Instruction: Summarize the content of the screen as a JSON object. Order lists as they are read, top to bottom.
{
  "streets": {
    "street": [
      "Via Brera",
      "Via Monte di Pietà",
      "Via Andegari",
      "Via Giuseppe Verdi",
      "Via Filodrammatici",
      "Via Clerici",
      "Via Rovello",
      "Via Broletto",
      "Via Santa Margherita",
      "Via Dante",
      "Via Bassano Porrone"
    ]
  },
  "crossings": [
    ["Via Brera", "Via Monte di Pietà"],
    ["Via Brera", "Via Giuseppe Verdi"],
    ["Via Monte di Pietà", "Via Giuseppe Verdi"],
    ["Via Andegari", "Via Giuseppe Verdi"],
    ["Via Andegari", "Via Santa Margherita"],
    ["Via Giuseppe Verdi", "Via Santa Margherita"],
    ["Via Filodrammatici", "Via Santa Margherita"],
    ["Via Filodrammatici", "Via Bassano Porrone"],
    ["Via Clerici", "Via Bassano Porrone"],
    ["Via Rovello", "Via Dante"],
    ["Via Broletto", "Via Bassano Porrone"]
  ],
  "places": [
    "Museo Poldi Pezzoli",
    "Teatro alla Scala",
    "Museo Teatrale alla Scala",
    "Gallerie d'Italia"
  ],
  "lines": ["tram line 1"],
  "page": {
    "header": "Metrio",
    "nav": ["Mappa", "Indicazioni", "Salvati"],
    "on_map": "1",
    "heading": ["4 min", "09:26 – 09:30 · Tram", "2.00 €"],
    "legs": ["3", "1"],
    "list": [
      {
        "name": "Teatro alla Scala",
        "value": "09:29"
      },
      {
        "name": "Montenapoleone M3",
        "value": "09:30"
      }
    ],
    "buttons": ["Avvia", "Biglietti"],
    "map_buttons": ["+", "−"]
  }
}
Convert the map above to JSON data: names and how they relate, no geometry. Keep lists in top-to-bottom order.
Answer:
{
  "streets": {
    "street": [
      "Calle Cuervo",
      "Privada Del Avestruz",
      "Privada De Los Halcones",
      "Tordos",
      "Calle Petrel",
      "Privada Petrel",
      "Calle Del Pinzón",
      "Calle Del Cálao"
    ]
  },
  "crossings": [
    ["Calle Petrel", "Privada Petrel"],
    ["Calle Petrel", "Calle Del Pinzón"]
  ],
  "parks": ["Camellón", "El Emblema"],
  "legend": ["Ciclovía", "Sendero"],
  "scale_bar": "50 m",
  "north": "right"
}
════════════════════
(Task goal): Each record above has to be set down again, exactly and completely.

(Solution for this problem):
Instruction: Summarize the content of the screen as a JSON object. Order lists as they are read, top to bottom.
{
  "streets": {
    "street": [
      "Via Brera",
      "Via Monte di Pietà",
      "Via Andegari",
      "Via Giuseppe Verdi",
      "Via Filodrammatici",
      "Via Clerici",
      "Via Rovello",
      "Via Broletto",
      "Via Santa Margherita",
      "Via Dante",
      "Via Bassano Porrone"
    ]
  },
  "crossings": [
    ["Via Brera", "Via Monte di Pietà"],
    ["Via Brera", "Via Giuseppe Verdi"],
    ["Via Monte di Pietà", "Via Giuseppe Verdi"],
    ["Via Andegari", "Via Giuseppe Verdi"],
    ["Via Andegari", "Via Santa Margherita"],
    ["Via Giuseppe Verdi", "Via Santa Margherita"],
    ["Via Filodrammatici", "Via Santa Margherita"],
    ["Via Filodrammatici", "Via Bassano Porrone"],
    ["Via Clerici", "Via Bassano Porrone"],
    ["Via Rovello", "Via Dante"],
    ["Via Broletto", "Via Bassano Porrone"]
  ],
  "places": [
    "Museo Poldi Pezzoli",
    "Teatro alla Scala",
    "Museo Teatrale alla Scala",
    "Gallerie d'Italia"
  ],
  "lines": ["tram line 1"],
  "page": {
    "header": "Metrio",
    "nav": ["Mappa", "Indicazioni", "Salvati"],
    "on_map": "1",
    "heading": ["4 min", "09:26 – 09:30 · Tram", "2.00 €"],
    "legs": ["3", "1"],
    "list": [
      {
        "name": "Teatro alla Scala",
        "value": "09:29"
      },
      {
        "name": "Montenapoleone M3",
        "value": "09:30"
      }
    ],
    "buttons": ["Avvia", "Biglietti"],
    "map_buttons": ["+", "−"]
  }
}
Convert the map above to JSON data: names and how they relate, no geometry. Keep lists in top-to-bottom order.
Answer:
{
  "streets": {
    "street": [
      "Calle Cuervo",
      "Privada Del Avestruz",
      "Privada De Los Halcones",
      "Tordos",
      "Calle Petrel",
      "Privada Petrel",
      "Calle Del Pinzón",
      "Calle Del Cálao"
    ]
  },
  "crossings": [
    ["Calle Petrel", "Privada Petrel"],
    ["Calle Petrel", "Calle Del Pinzón"]
  ],
  "parks": ["Camellón", "El Emblema"],
  "legend": ["Ciclovía", "Sendero"],
  "scale_bar": "50 m",
  "north": "right"
}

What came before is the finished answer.